Jornalistas queixam director do Jornal dos Desportos ao ministro
Jornalistas queixam director do Jornal dos Desportos ao ministro
mario e honorato

Em uma carta aberta dirigida ao ministro das Telecomunicações, Tecnologias de Informação e Comunicação Social, Mário Augusto da Silva Oliveira, jornalistas do Jornal dos Desportos (JD) relataram um ambiente de trabalho marcado por intimidação, abuso de poder e precariedade nas condições laborais desde que a direção liderada por Honorato Silva assumiu funções.

As denúncias incluem acusações de humilhações públicas, disparidade salarial, ausência de condições básicas e tratamento desigual entre os funcionários.

Segundo com o documento em posse do Imparcial Press, os profissionais do JD têm sido submetidos a jornadas de trabalho excessivas, das 7h00 às 18h00, impostas de forma unilateral e acompanhadas de ameaças por parte do chefe de redação, Anaximandro Magalhães.

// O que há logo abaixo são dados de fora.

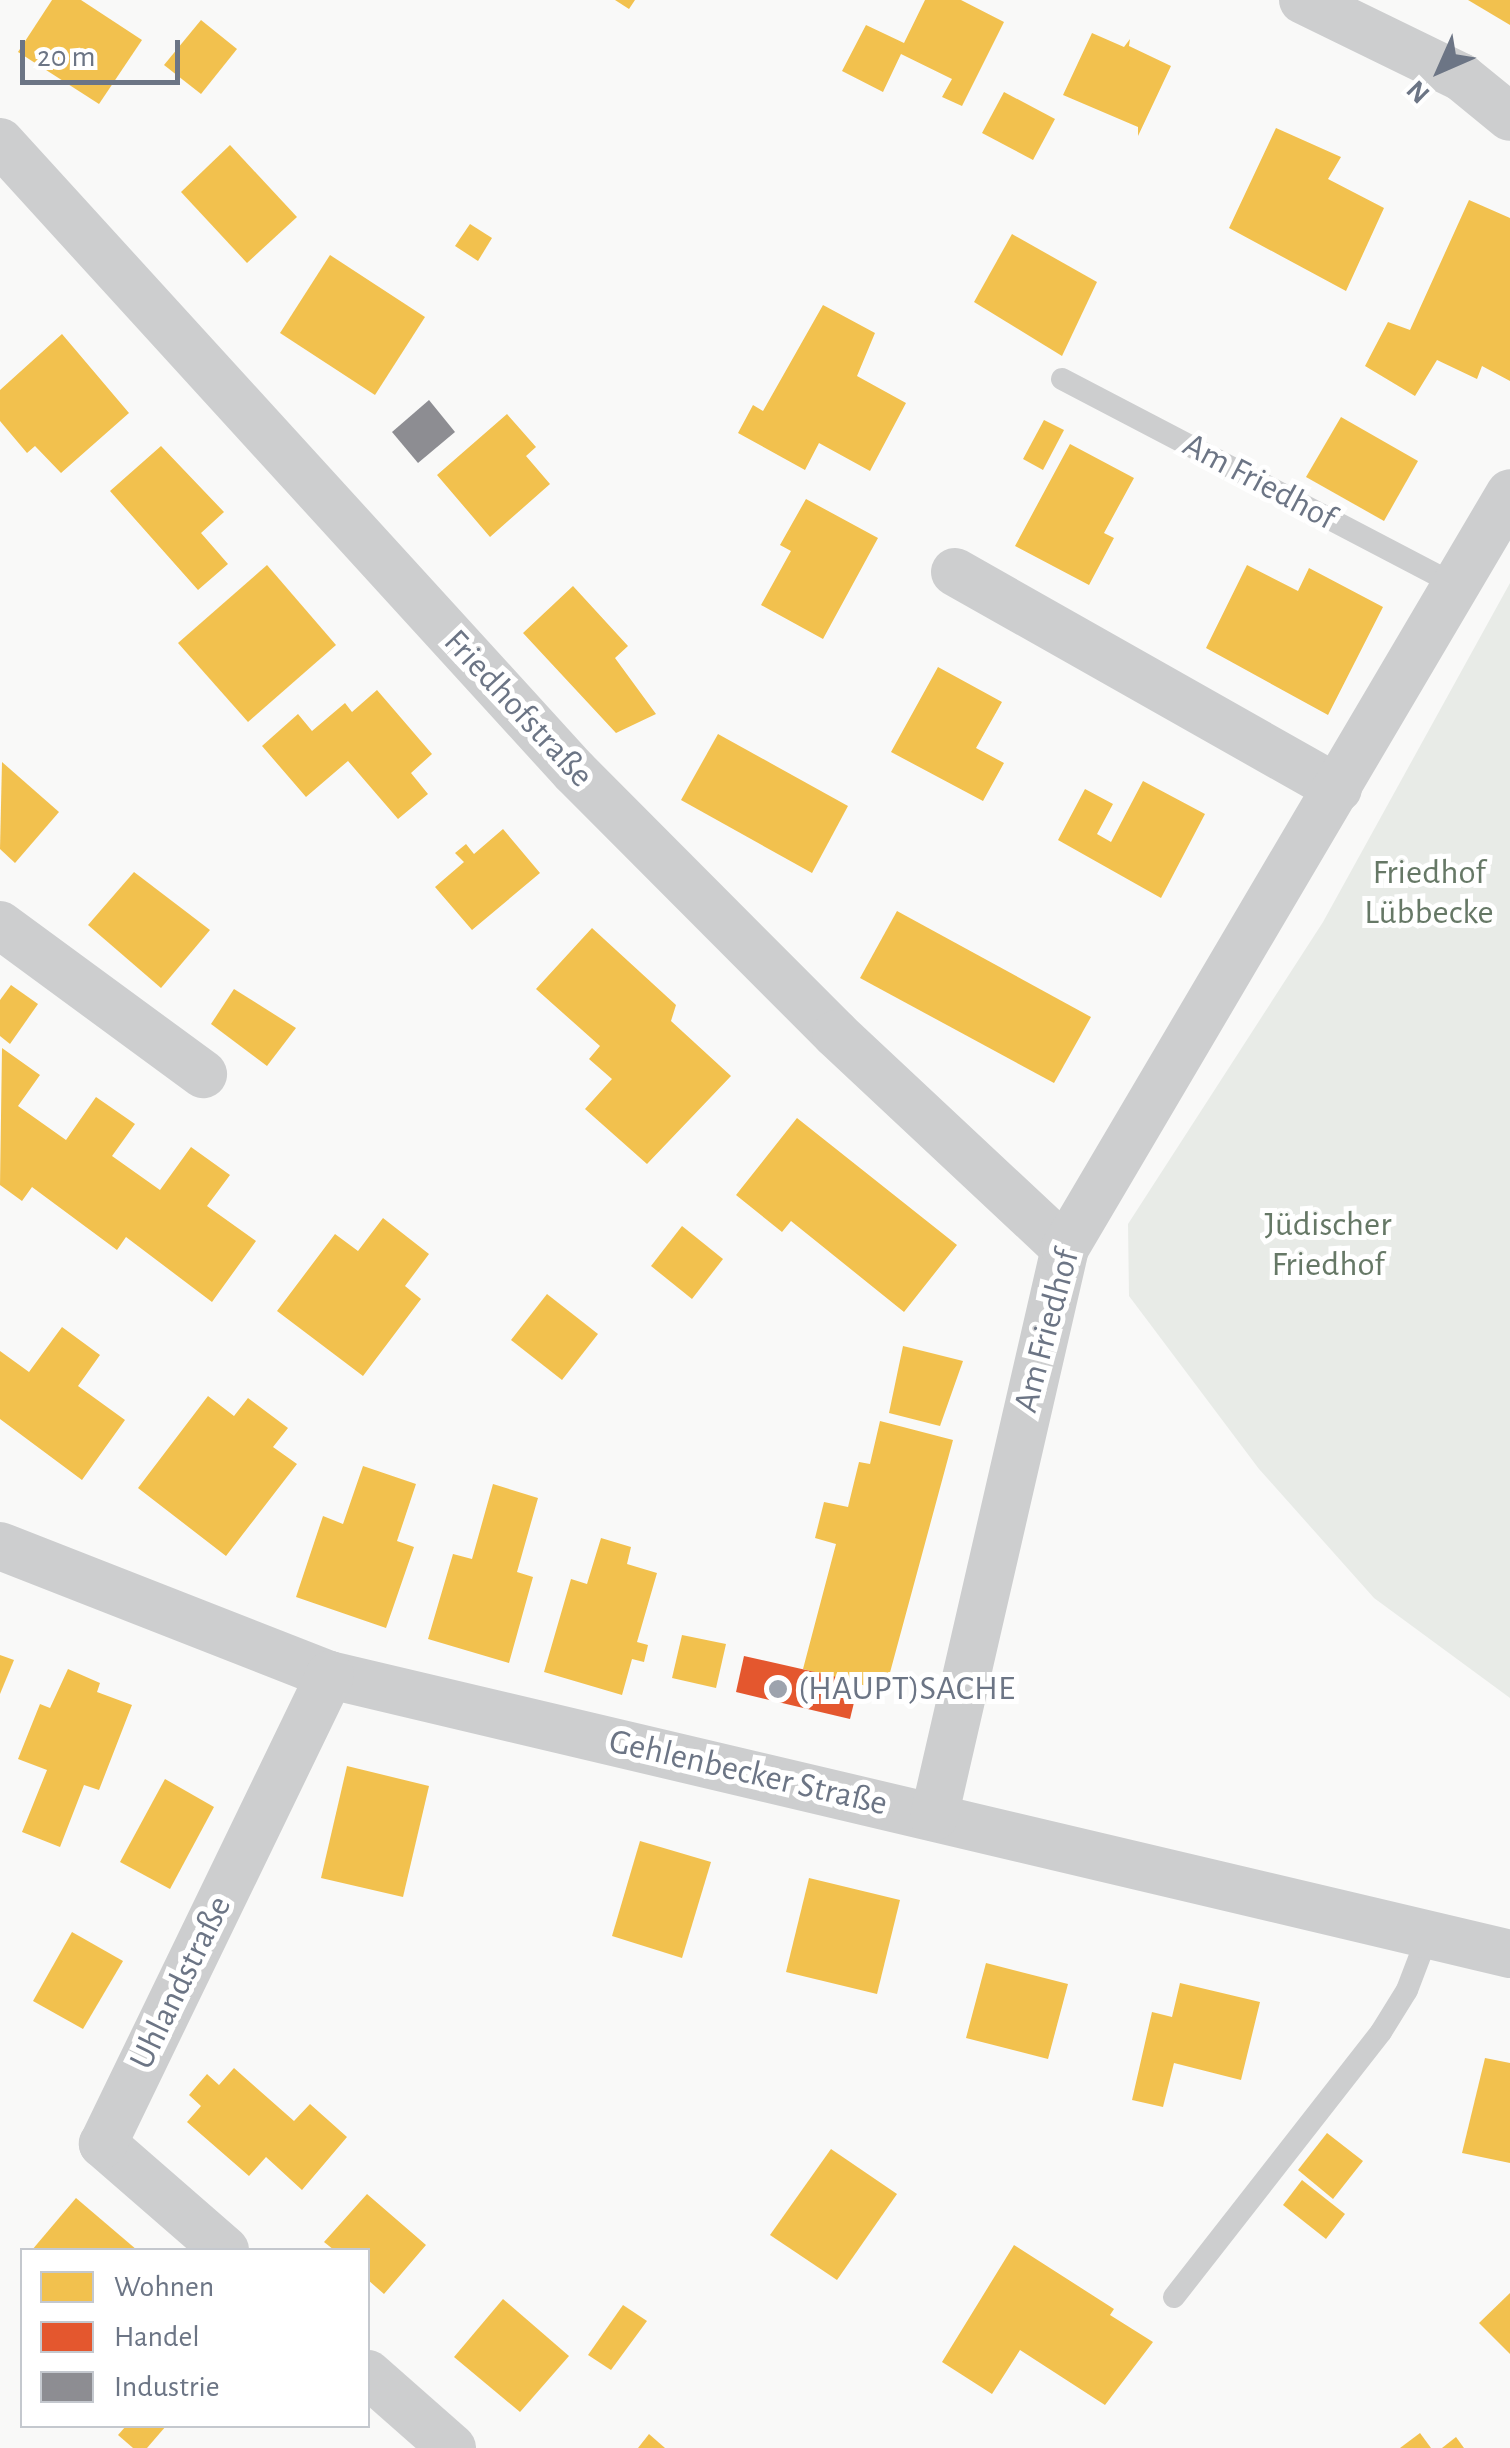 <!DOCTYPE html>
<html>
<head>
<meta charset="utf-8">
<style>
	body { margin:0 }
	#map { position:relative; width:1510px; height:2448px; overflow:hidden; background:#f9f9f8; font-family:"Alegreya Sans",sans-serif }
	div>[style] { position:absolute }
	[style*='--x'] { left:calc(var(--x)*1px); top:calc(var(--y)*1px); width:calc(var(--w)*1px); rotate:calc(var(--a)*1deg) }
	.green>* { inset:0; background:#e8ebe7 }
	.homes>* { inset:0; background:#f2c14e }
	.shops>* { inset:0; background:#e4572e }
	.industry>* { inset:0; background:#8d8d92 }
	.service>* { height:22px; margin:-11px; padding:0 11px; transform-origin:11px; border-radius:11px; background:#cdcecf }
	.minor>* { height:48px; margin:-24px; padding:0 24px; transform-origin:24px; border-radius:24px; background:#cdcecf }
	.dots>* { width:28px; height:28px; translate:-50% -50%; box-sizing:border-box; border:5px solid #fff; border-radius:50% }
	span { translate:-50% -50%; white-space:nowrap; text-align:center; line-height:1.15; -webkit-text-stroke:10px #fff; paint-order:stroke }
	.street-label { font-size:35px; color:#6c7585 }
	.park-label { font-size:35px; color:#667866 }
	.poi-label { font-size:35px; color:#6c7585 }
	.left { translate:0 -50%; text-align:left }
	.legend { position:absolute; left:20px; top:2248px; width:350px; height:180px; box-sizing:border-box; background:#fff; border:2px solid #c4c8ce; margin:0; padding:12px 18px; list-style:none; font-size:30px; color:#6c7585 }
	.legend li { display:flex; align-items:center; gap:20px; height:50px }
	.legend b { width:50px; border:2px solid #c4c8ce }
	.north { position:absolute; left:1390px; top:20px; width:100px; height:100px; -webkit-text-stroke:8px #fff; paint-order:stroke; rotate:225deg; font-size:28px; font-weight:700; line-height:40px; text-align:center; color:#6c7585 }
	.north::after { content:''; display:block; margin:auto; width:35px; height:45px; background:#6c7585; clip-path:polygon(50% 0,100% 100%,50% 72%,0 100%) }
	.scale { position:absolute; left:20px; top:40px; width:160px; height:45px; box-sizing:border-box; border:5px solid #6c7585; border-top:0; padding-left:12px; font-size:30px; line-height:35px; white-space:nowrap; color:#6c7585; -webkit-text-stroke:8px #fff; paint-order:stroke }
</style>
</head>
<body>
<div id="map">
	<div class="green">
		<div style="clip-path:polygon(1510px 583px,1510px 1698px,1374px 1598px,1259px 1469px,1129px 1296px,1128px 1224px,1323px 922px)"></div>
	</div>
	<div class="homes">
		<div style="clip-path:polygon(52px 0,81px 0,142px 40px,99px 104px,18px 52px)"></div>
		<div style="clip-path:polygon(615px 0,635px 0,629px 9px)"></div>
		<div style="clip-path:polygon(925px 0,961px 0,1004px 22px,962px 106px,942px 97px,952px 79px,901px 54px,883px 92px,842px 71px,866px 25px,904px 43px)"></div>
		<div style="clip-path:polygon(1468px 0,1510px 0,1510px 25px)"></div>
		<div style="clip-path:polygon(201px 20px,237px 49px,201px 94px,164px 65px)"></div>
		<div style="clip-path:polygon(1092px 33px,1124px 47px,1130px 39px,1129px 46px,1171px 66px,1138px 136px,1138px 127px,1063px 95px)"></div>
		<div style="clip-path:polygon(1004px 92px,1055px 119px,1033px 160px,982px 133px)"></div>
		<div style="clip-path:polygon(1276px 128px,1341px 157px,1328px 179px,1384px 208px,1346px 291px,1229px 228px)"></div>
		<div style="clip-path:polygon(230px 145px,297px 217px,247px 263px,181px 192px)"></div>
		<div style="clip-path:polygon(1469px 200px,1510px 218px,1510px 381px,1482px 366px,1477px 379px,1437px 360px,1415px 396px,1365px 366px,1388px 322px,1410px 330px)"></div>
		<div style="clip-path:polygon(470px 224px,492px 238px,478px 261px,455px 246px)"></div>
		<div style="clip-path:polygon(1012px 234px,1097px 282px,1062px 356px,974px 302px)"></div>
		<div style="clip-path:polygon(330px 255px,425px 317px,375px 395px,280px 333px)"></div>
		<div style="clip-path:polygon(823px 305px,875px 333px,857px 376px,906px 403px,870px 471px,819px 443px,805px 470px,738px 433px,753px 405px,763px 411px)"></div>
		<div style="clip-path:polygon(62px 334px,129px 413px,61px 473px,35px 446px,27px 453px,0 421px,0 390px)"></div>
		<div style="clip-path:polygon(507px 414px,536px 447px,526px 456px,550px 484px,490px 537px,437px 475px)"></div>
		<div style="clip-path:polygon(1341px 417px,1418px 461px,1384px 521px,1306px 477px)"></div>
		<div style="clip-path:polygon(1044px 420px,1064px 430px,1043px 470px,1023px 459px)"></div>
		<div style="clip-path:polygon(1070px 444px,1134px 478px,1104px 533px,1114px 538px,1089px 585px,1015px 546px)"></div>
		<div style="clip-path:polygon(161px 446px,224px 512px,201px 533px,228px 564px,198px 590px,110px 491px)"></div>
		<div style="clip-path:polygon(806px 499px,878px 538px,823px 639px,761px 605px,791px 551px,780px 545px)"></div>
		<div style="clip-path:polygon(267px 565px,336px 645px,248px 722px,178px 643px)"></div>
		<div style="clip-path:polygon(1247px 565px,1298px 591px,1309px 568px,1383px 607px,1328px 715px,1206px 648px)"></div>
		<div style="clip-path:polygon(573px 586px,628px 646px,615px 658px,656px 714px,616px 733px,523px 633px)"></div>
		<div style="clip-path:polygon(938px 667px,1002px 702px,976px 748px,1004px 763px,983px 801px,891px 752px)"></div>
		<div style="clip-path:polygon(377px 690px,432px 754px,411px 773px,428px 794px,398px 819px,348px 761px,306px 797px,262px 746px,298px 714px,312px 731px,345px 703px,352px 712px)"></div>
		<div style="clip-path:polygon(718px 734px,848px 806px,812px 873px,681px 800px)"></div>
		<div style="clip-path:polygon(2px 762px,59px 812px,15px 863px,0 849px)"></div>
		<div style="clip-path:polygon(1143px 781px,1205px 814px,1161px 898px,1058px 840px,1085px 789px,1113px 804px,1097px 834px,1111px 842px)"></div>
		<div style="clip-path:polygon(503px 829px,540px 873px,472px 930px,435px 887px,464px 862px,455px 853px,466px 844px,474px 854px)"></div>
		<div style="clip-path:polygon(134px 872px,210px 930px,161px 988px,88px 925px)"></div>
		<div style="clip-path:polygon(897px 911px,1091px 1017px,1054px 1083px,860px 978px)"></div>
		<div style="clip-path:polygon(592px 928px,676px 1005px,671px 1021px,731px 1076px,647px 1164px,585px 1109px,612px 1079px,589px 1059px,600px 1046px,536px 989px)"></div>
		<div style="clip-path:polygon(11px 985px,38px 1004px,10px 1044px,0 1036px,0 1000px)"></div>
		<div style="clip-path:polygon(234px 989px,296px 1028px,267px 1066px,211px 1024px)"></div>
		<div style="clip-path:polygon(2px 1048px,40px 1075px,18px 1106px,66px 1140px,96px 1097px,135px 1124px,112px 1156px,160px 1190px,191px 1147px,230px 1175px,207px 1206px,256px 1241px,212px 1302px,126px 1237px,117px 1250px,32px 1187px,22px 1201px,0 1185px)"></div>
		<div style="clip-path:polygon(797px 1118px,957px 1245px,904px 1312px,791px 1221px,782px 1232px,736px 1195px)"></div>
		<div style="clip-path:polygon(383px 1218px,429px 1254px,405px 1286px,421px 1299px,363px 1376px,277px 1311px,335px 1234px,358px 1251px)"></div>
		<div style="clip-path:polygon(682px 1226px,723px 1259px,692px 1299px,651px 1266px)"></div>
		<div style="clip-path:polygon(547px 1294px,598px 1334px,562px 1380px,511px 1340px)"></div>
		<div style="clip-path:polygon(62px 1327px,100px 1355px,78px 1386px,125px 1420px,82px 1480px,0 1419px,0 1351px,29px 1372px)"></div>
		<div style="clip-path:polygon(903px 1346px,963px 1361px,940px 1426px,889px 1413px)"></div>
		<div style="clip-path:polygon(208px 1396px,234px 1416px,248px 1398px,288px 1428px,273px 1447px,297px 1464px,226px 1556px,138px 1488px)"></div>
		<div style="clip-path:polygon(880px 1421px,953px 1440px,885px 1691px,803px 1669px,836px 1544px,815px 1538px,824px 1502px,848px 1507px,859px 1462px,870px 1464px)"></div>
		<div style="clip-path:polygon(363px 1466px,416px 1484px,397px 1541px,414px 1547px,386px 1628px,296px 1597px,323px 1516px,343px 1524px)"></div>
		<div style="clip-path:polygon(493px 1484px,538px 1498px,517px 1572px,533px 1577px,509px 1663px,428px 1639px,453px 1554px,472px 1559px)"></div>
		<div style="clip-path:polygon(601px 1538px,631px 1547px,627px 1564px,657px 1573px,637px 1642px,648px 1645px,644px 1662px,632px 1659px,622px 1695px,544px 1672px,571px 1579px,587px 1584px)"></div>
		<div style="clip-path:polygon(682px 1635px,726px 1644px,716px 1688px,672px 1678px)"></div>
		<div style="clip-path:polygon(0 1655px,14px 1660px,0 1694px)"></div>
		<div style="clip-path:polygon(68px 1669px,100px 1683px,97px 1692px,132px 1705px,99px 1790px,84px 1785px,60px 1847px,22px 1832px,47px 1770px,18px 1759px,40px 1704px,50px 1708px)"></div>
		<div style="clip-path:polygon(347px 1766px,429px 1786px,403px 1897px,321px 1878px)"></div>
		<div style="clip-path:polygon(165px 1779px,214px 1807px,170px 1889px,120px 1862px)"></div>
		<div style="clip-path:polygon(640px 1841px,711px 1862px,682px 1958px,612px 1936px)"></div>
		<div style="clip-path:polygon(809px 1878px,900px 1900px,877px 1994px,786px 1972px)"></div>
		<div style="clip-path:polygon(72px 1932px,123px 1961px,83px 2029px,33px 2001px)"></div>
		<div style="clip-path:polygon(986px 1963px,1068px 1984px,1048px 2059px,966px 2038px)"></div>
		<div style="clip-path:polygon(1180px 1983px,1260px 2002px,1241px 2080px,1174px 2063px,1163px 2107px,1132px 2100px,1152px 2012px,1172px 2017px)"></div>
		<div style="clip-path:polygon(1485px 2058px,1510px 2063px,1510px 2163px,1462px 2153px)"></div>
		<div style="clip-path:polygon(234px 2068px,294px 2121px,310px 2104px,347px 2137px,302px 2190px,266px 2157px,249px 2176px,187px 2122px,201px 2106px,189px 2095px,207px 2074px,219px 2085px)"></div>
		<div style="clip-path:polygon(1327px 2133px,1363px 2161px,1333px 2199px,1298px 2170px)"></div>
		<div style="clip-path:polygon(831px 2149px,897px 2194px,837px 2280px,770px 2235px)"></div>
		<div style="clip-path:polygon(1302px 2180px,1345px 2214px,1326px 2239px,1283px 2205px)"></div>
		<div style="clip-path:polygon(367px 2194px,426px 2245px,384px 2294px,368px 2280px,368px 2250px,334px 2250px,324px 2242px)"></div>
		<div style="clip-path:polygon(76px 2198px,137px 2250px,32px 2250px)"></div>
		<div style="clip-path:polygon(1014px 2245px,1114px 2309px,1110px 2315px,1153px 2342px,1105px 2405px,1020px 2350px,992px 2394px,942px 2362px)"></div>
		<div style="clip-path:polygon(1510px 2293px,1510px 2354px,1479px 2323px)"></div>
		<div style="clip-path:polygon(503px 2299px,569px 2356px,520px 2412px,454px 2357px)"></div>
		<div style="clip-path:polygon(623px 2305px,647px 2321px,611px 2370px,588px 2355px)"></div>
		<div style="clip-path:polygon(126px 2426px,166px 2426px,147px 2448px,133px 2448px,118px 2435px)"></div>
		<div style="clip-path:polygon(1420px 2433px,1431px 2448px,1400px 2448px)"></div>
		<div style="clip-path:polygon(649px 2434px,665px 2448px,638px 2448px)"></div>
		<div style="clip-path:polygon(1456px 2437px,1464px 2448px,1442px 2448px)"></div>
	</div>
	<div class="shops">
		<div style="clip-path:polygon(744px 1656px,859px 1682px,850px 1719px,736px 1692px)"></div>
	</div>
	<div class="industry">
		<div style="clip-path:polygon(429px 400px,455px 432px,418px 463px,392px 432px)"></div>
	</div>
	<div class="service">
		<div style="--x:1062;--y:379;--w:445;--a:27.6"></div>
		<div style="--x:1174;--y:2297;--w:336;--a:-52"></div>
		<div style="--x:1381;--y:2032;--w:49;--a:-58.2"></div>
		<div style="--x:1407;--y:1990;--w:59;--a:-69.1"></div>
	</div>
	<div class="minor">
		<div style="--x:1303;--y:0;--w:176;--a:26"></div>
		<div style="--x:1461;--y:77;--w:63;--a:39.2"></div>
		<div style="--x:0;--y:142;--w:852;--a:47.62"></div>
		<div style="--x:574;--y:771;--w:371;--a:45.1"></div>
		<div style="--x:836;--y:1034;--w:313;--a:43.1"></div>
		<div style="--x:955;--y:572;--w:440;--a:29.5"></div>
		<div style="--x:0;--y:925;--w:252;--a:36.3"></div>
		<div style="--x:0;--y:1546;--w:354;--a:21.4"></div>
		<div style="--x:330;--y:1675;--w:1213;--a:13.3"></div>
		<div style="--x:934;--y:1817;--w:584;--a:-77.03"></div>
		<div style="--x:1065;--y:1248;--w:876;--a:-59.48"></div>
		<div style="--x:225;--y:2250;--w:162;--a:-139"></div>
		<div style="--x:103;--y:2144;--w:521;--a:-64.17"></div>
		<div style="--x:368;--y:2374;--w:112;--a:41.4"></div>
	</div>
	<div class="dots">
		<div style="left:778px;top:1689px;background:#9da3ad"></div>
	</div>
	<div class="street-label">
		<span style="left:1259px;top:482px;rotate:28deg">Am Friedhof</span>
		<span style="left:518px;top:709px;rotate:47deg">Friedhofstraße</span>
		<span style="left:1047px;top:1331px;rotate:-75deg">Am Friedhof</span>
		<span style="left:748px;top:1773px;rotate:13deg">Gehlenbecker Straße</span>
		<span style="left:181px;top:1983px;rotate:-64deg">Uhlandstraße</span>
	</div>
	<div class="park-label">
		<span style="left:1429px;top:893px">Friedhof<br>Lübbecke</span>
		<span style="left:1328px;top:1245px">Jüdischer<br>Friedhof</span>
	</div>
	<div class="poi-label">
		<span class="left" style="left:798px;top:1689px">(HAUPT)SACHE</span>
	</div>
	<ul class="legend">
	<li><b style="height:28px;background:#f2c14e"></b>Wohnen</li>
	<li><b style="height:28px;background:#e4572e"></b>Handel</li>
	<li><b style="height:28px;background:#8d8d92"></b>Industrie</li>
	</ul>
	<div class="north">N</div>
	<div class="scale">20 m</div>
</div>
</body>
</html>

Os queixosos acusam a direção de agir com arrogância e desrespeito, criando um ambiente de trabalho “insustentável”.

Os jornalistas denunciam uma política de favorecimento que privilegia novos funcionários nomeados pela actual gestão, em detrimento de profissionais experientes com anos de serviço no jornal.

Há relatos de que profissionais responsáveis por matérias de capa e com desempenho editorial consistente continuam a receber salários inferiores aos dos recém-contratados, que não possuem o mesmo histórico na redacção.

Um caso emblemático citado na carta é o do jornalista Juscelino da Silva, que, ao reivindicar uma revisão da sua categoria profissional, teria sido ameaçado de despedimento pelo diretor Honorato Silva. O mesmo, que é responsável por várias matérias de destaque, permanece com uma das remunerações mais baixas da redacção.

A redacção enfrenta também sérias dificuldades estruturais, como a ausência de equipamentos adequados para o trabalho jornalístico. Computadores, cadeiras, impressoras e viaturas para reportagens são insuficientes ou inexistentes.

Apesar disso, a direção é acusada de desviar recursos, como o uso indevido de viaturas destinadas ao trabalho jornalístico para fins pessoais por parte do director adjunto, Pedro Augusto.

O chefe de redação, Anaximandro Magalhães, é acusado de acumular funções como consultor do Ministério do Planeamento e de faltar regularmente ao trabalho sob pretextos de doença.

No entanto, segundo a carta, ele frequentemente aparece na redacção no final do dia, sem participar nas actividades principais, enquanto a direcção exige empenho extremo dos demais funcionários.

Os jornalistas apelam à intervenção urgente do ministro e do Conselho de Administração para resolver as dificuldades enfrentadas pelos profissionais do JD. Entre as exigências estão a melhoria das condições de trabalho, a valorização salarial e o fim das práticas de intimidação.

“Honorato Silva é um bom jornalista, mas não serve para liderar homens”, afirma a carta, que também destaca a falta de diálogo da direcção com os profissionais. Reuniões prometidas pelo PCA, Drummond Jaime, nunca foram concretizadas, deixando os jornalistas sem um canal efectivo para expor as suas preocupações.

Os signatários pedem, ainda, que os jornalistas que desejarem sair do título em busca de melhores condições em outras áreas ou instituições tenham essa transição facilitada.